Entries taken from a collection
——————

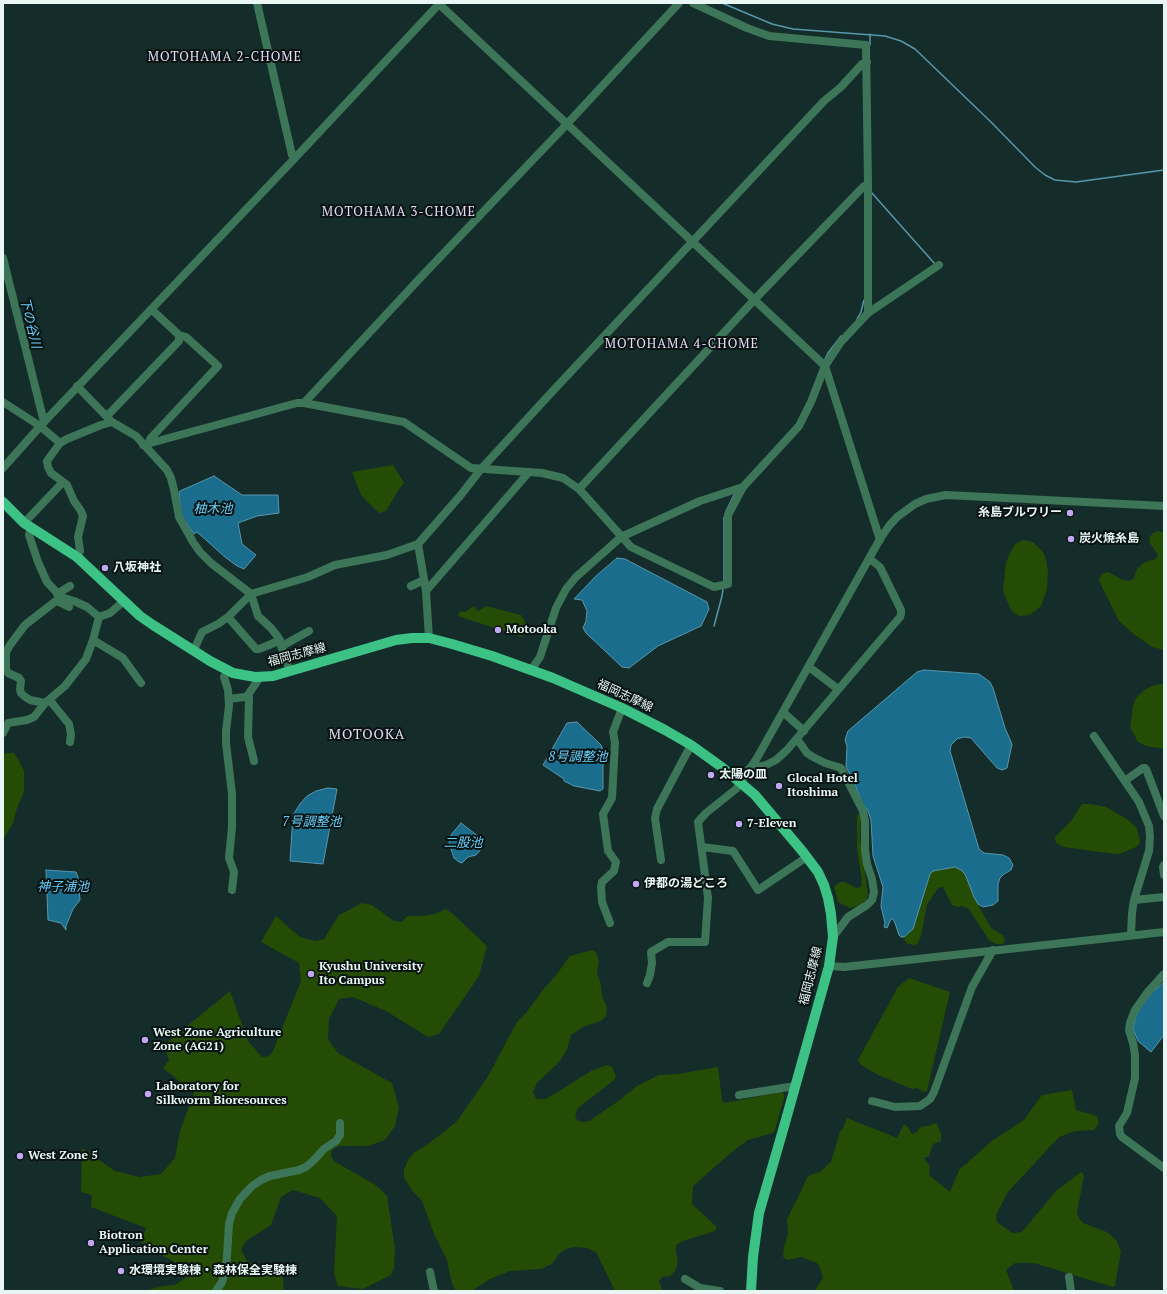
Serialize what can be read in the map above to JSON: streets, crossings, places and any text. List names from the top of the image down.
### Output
{
  "streets": {
    "main road": ["福岡志摩線"]
  },
  "districts": [
    "MOTOHAMA 2-CHOME",
    "MOTOHAMA 3-CHOME",
    "MOTOHAMA 4-CHOME",
    "MOTOOKA"
  ],
  "water": [
    "下の谷川",
    "柚木池",
    "8号調整池",
    "7号調整池",
    "二股池",
    "神子浦池"
  ],
  "places": [
    "糸島ブルワリー",
    "炭火焼糸島",
    "八坂神社",
    "Motooka",
    "太陽の皿",
    "Glocal Hotel Itoshima",
    "7-Eleven",
    "伊都の湯どころ",
    "Kyushu University Ito Campus",
    "West Zone Agriculture Zone (AG21)",
    "Laboratory for Silkworm Bioresources",
    "West Zone 5",
    "Biotron Application Center",
    "水環境実験棟・森林保全実験棟"
  ]
}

——————

* **What the task asks**:
Line by line, write out the data above exactly, without the pictures.

* **Task response**:
Serialize what can be read in the map above to JSON: streets, crossings, places and any text. List names from the top of the image down.
### Output
{
  "streets": {
    "main road": ["福岡志摩線"]
  },
  "districts": [
    "MOTOHAMA 2-CHOME",
    "MOTOHAMA 3-CHOME",
    "MOTOHAMA 4-CHOME",
    "MOTOOKA"
  ],
  "water": [
    "下の谷川",
    "柚木池",
    "8号調整池",
    "7号調整池",
    "二股池",
    "神子浦池"
  ],
  "places": [
    "糸島ブルワリー",
    "炭火焼糸島",
    "八坂神社",
    "Motooka",
    "太陽の皿",
    "Glocal Hotel Itoshima",
    "7-Eleven",
    "伊都の湯どころ",
    "Kyushu University Ito Campus",
    "West Zone Agriculture Zone (AG21)",
    "Laboratory for Silkworm Bioresources",
    "West Zone 5",
    "Biotron Application Center",
    "水環境実験棟・森林保全実験棟"
  ]
}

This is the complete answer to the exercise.